Formally, the Taliban insist they do not harbor armed groups. Practically, they tolerate TTP movement, weapons markets, and safe houses. Some Taliban commanders see the TTP as a strategic asset, a potential lever over Islamabad and other regional actors. It is a dangerous calculus, one with historic echoes.
TTP activity now alarm regional powers. China fears for its flagship Belt and Road investments, especially the China-Pakistan Economic Corridor, which insurgent attacks have repeatedly threatened. Iran and Russia want the Taliban to maintain stability to prevent any pretext for US re-engagement in the region. The Taliban, haunted by the memory of 2001, know the consequences of miscalculation.

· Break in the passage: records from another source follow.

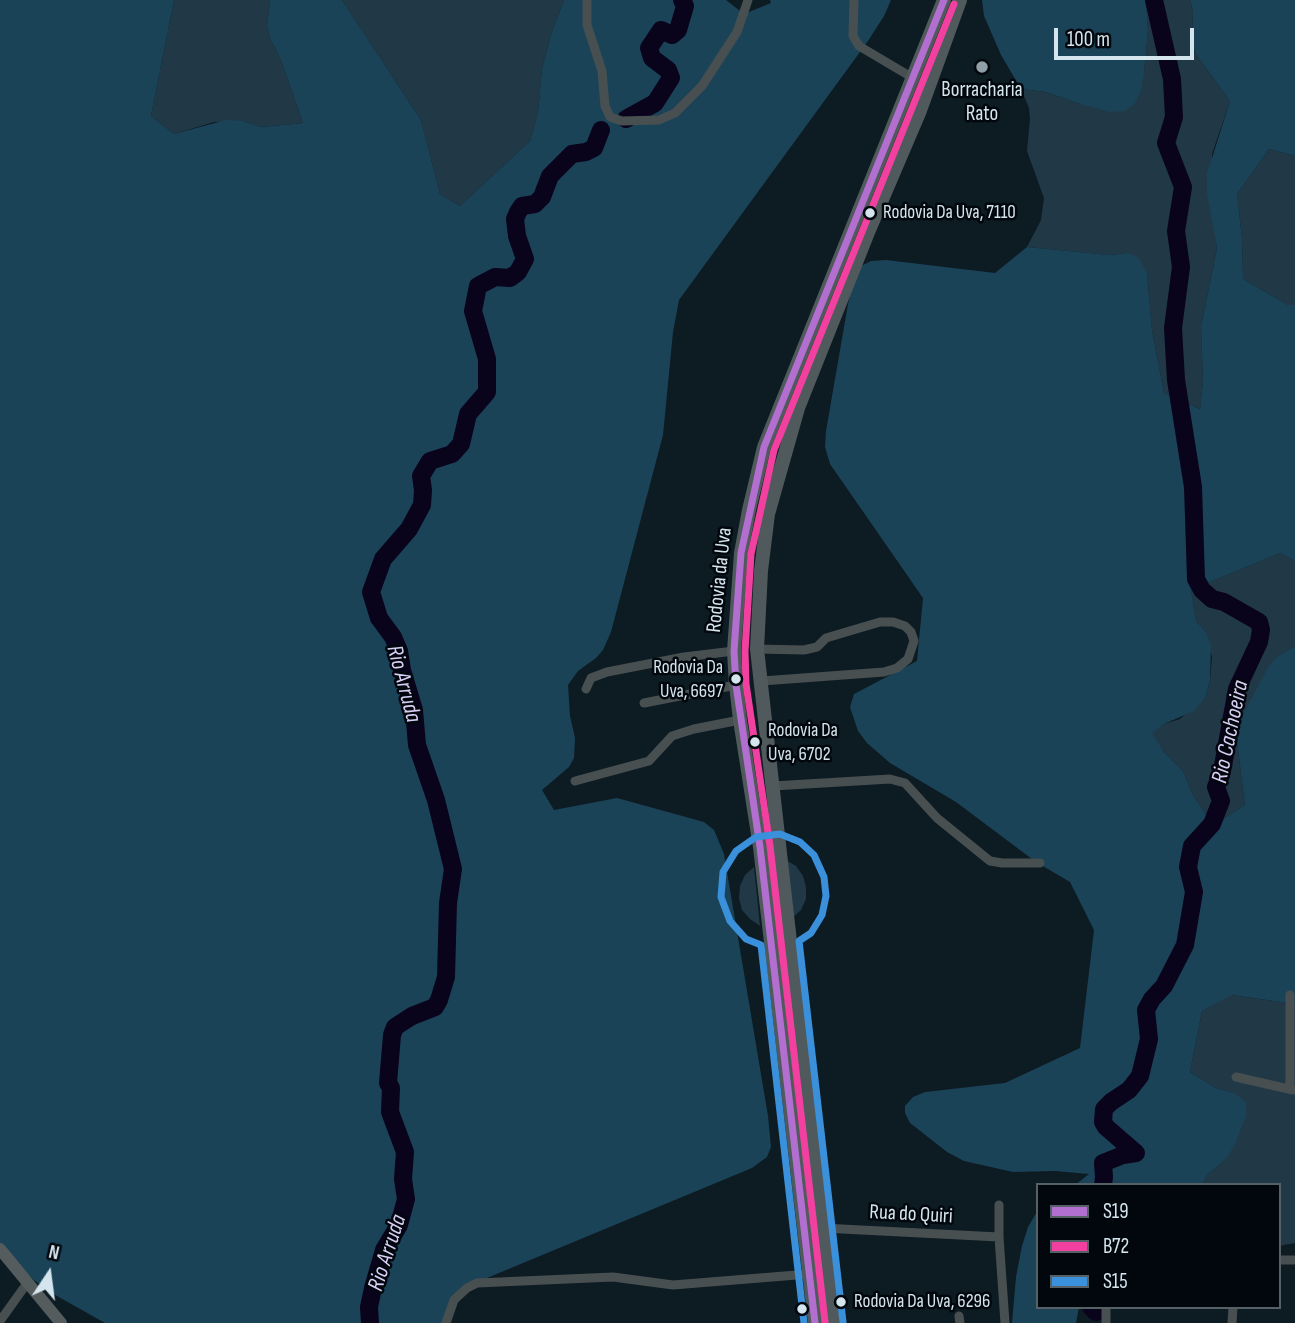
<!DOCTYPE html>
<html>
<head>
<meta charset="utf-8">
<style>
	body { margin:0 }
	#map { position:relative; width:1295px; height:1323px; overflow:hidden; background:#0d1b23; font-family:"Sofia Sans Condensed",sans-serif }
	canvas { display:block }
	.legend { position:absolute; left:1036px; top:1183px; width:245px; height:126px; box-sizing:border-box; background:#01070d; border:2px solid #566067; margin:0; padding:9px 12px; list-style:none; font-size:21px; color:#d5e5ee }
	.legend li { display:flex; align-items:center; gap:14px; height:35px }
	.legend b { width:35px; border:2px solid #566067 }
	.north { position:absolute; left:14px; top:1239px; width:70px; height:70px; -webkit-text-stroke:5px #01070d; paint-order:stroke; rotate:13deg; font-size:19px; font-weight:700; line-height:28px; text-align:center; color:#d5e5ee }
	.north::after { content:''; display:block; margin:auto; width:24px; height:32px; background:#d5e5ee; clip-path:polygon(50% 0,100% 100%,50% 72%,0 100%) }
	.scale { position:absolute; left:1054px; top:28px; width:140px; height:32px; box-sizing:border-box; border:4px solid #d5e5ee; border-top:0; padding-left:9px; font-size:21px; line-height:24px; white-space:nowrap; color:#d5e5ee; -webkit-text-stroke:5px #01070d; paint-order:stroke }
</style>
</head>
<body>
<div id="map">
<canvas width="1295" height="1323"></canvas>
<ul class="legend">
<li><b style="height:9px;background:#b36fd0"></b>S19</li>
<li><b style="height:9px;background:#f240a1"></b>B72</li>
<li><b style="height:9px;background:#3a90db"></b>S15</li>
</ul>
<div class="north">N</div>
<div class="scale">100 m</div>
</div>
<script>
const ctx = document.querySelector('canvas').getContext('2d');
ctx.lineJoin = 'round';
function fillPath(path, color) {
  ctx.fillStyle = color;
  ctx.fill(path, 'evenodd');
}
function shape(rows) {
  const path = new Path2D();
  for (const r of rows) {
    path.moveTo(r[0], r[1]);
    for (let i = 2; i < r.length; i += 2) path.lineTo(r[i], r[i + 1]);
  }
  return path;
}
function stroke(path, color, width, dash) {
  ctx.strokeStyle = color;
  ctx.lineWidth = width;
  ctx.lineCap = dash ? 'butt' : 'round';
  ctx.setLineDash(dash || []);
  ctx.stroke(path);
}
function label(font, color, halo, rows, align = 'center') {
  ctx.font = font + ' "Sofia Sans Condensed",sans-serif';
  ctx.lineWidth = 5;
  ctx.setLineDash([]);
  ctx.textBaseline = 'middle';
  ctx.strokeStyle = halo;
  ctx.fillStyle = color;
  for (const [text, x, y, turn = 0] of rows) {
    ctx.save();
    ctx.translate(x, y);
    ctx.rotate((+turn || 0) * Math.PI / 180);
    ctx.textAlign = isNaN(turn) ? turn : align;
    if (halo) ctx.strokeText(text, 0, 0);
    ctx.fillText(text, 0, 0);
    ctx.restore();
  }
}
fillPath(shape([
	[174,0,270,0,267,27,271,40,281,60,303,123,261,127,243,121,214,122,174,134,151,116],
	[342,0,564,0,551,34,542,69,538,112,530,141,460,206,440,194,421,120],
	[1146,0,1190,0,1193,11,1192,41,1195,53,1230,101,1212,154,1214,226,1217,248,1201,327,1203,381,1200,409,1164,393,1152,330,1147,273,1128,253,1109,255,1027,247,1041,220,1044,198,1027,151,1030,119,1029,108,1021,89,1046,92,1080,104,1144,73,1148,31],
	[1269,149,1295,156,1295,305,1288,305,1243,279,1242,238,1237,194],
	[1280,553,1295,561,1295,646,1278,656,1239,722,1236,734,1245,805,1213,825,1193,795,1183,771,1164,752,1151,733,1164,724,1180,719,1206,696,1210,682,1212,657,1206,632,1196,621,1191,590],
	[786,860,796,866,803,876,806,887,806,899,801,910,792,918],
	[754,867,760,926,750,919,742,910,739,898,740,886,745,875],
	[1231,995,1295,1004,1295,1243,1279,1246,1279,1185,1202,1185,1207,1175,1226,1159,1234,1093,1216,1088,1190,1072,1202,1011]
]), '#213947');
fillPath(shape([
	[0,0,174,0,151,116,174,134,226,120,243,121,261,127,303,123,281,60,271,40,267,27,270,0,342,0,421,120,440,194,460,206,530,141,538,112,542,69,551,34,564,0,726,0,744,14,771,3,770,0,891,0,884,16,868,41,679,300,673,332,663,435,611,632,603,650,596,658,578,671,568,685,570,716,575,738,574,758,569,767,542,790,554,810,617,798,704,822,714,830,724,854,768,1116,771,1147,767,1157,752,1168,470,1285,459,1294,450,1323,105,1323,57,1296,35,1281,0,1246],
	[982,0,1146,0,1148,31,1144,73,1141,90,1135,103,1125,111,1111,112,1080,104,1046,92,1021,89,1001,55,984,16],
	[1190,0,1295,0,1295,156,1269,149,1237,194,1242,238,1243,279,1288,305,1295,305,1295,561,1280,553,1191,590,1196,621,1206,632,1211,645,1210,681,1206,696,1194,711,1164,724,1152,733,1164,752,1183,771,1193,795,1213,825,1245,805,1236,734,1239,722,1269,666,1278,656,1295,646,1295,1004,1232,995,1202,1011,1190,1072,1216,1088,1234,1093,1246,1102,1246,1116,1234,1146,1226,1159,1207,1175,1202,1185,1075,1185,1089,1174,1055,1171,1013,1172,964,1161,947,1152,910,1123,905,1113,905,1106,913,1097,925,1092,1005,1083,1080,1048,1094,930,1070,882,1036,862,956,802,890,763,867,743,858,731,850,707,854,694,917,661,923,598,830,464,825,447,826,431,848,304,854,280,861,266,871,261,886,260,995,273,1027,247,1109,255,1128,253,1138,257,1147,273,1152,330,1164,393,1200,409,1203,381,1201,327,1217,248,1207,192,1207,174,1230,101,1195,53,1192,41,1193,11],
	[1038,1210,1038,1307,1079,1307,1076,1323,1012,1323,1016,1277,1022,1246,1028,1227]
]), '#1b4358');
stroke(shape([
	[626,119,655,103,671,78,668,70,652,58,649,48,661,30,672,35,678,30,685,6,682,0],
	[1103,1185,1104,1177,1103,1163,1123,1155,1136,1153,1106,1127,1103,1122,1104,1109,1111,1102,1129,1090,1140,1076,1149,1039,1146,1010,1152,999,1164,986,1185,945,1194,892,1188,867,1192,846,1212,824,1221,801,1216,787,1222,771,1237,689,1259,642,1261,630,1259,622,1224,602,1212,599,1202,590,1196,579,1193,487,1176,380,1173,328,1181,267,1176,231,1183,187,1166,143,1174,117,1172,79,1154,0],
	[1091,1307,1096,1312],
	[370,1323,369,1307,373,1288,384,1250,399,1225,406,1199,403,1179,405,1152,390,1112,391,1088,388,1083,392,1035,395,1027,412,1016,435,1007,439,1000,446,977,448,903,453,869,436,800,417,745,414,710,402,670,399,651,393,637,379,618,371,592,383,559,409,529,422,505,423,490,421,476,430,461,452,454,461,444,468,414,487,392,487,359,473,311,478,286,495,277,510,278,518,272,525,259,517,236,515,219,518,212,522,206,535,204,542,197,550,176,572,154,586,152,594,148,601,130]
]), '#0a031c', 18);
stroke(shape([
	[587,0,587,25,602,71,605,106,610,117,622,121,659,120,675,113,702,86,737,32,748,0],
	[854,0,853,36,859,46,913,78],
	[757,649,804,650,817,647,826,638,880,622,893,622,905,626,911,632,914,641,908,659,897,668,884,672,762,681],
	[586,689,591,678,607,672,684,657,734,651],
	[644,703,736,685],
	[575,781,649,761,672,736,694,729,740,720],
	[773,786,890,779,905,783,937,818,990,861,1002,863,1040,863],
	[1290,995,1290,1089],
	[1236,1077,1293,1090],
	[999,1205,999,1237,1005,1323],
	[822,1228,999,1237],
	[1279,1260,1295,1260],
	[959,1316,960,1323],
	[0,1321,28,1282],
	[446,1323,454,1300,467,1288,477,1283,613,1277,673,1285,809,1274],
	[1106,1323,1106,1307],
	[1232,1323,1233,1307]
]), '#484f51', 9);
stroke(shape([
	[0,1249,61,1323]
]), '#545c5e', 12);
stroke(shape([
	[815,1323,760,847,740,720,736,685,734,651,741,553,749,510,764,447,944,0],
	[833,1323,757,649,761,571,768,514,798,408,869,230,919,113,960,0]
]), '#505a5c', 14);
stroke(shape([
	[815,1323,760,847,736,685,734,651,741,553,764,447,944,0]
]), '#b36fd0', 7);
stroke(shape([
	[825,1322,770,846,746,684,745,651,751,554,774,450,954,4]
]), '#f240a1', 7);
stroke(shape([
	[804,1323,761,945,746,939,730,921,721,897,723,872,736,851,756,837,780,834,800,842,814,855,824,877,826,896,822,915,811,933,799,941,843,1322]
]), '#3a90db', 7);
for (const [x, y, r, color] of [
	[982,67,7,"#8f9ea7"],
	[870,213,6,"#d5e5ee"],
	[736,679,6,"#d5e5ee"],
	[755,742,6,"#d5e5ee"],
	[841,1302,6,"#d5e5ee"],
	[802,1309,6,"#d5e5ee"]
]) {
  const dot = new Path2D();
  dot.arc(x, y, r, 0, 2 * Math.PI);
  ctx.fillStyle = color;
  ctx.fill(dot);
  stroke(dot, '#01070d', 2.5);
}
label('19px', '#d5e5ee', '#01070d', [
	["Rodovia Da Uva, 7110",883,213],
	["Rodovia Da",723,668,"right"],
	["Uva, 6697",723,692,"right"],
	["Rodovia Da",768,731],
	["Uva, 6702",768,755],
	["Rodovia Da Uva, 6296",854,1302]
], 'left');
label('21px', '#d5e5ee', '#01070d', [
	["Borracharia",982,91],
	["Rato",982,115]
]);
label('21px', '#d5e5ee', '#01070d', [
	["Rodovia da Uva",720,580,-84],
	["Rua do Quiri",911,1215,3]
]);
label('italic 23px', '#d9cef5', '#01070d', [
	["Rio Arruda",403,684,75],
	["Rio Cachoeira",1231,732,-78],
	["Rio Arruda",388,1253,-72]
]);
</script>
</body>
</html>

They can neither fully embrace the TTP nor decisively break from it. A crackdown risks armed confrontation and internal fractures. Leniency risks regional backlash.
General Sami Sadat, the former Afghan army commander who fought the Taliban in Helmand, warned that history is circling back. “Because of the Taliban’s misguided policies,” he said, “there is a real fear of massive Afghan casualties. Supporting TTP, al-Qaeda, and ISIS could once again invite foreign intervention.”
Note to Readers
This report is based on extensive field research, interviews with TTP members, Afghan Taliban affiliates, tribal elders, security analysts, arms dealers, smugglers, and local collaborators, as well as independently verified information. Some names are pseudonyms for security reasons.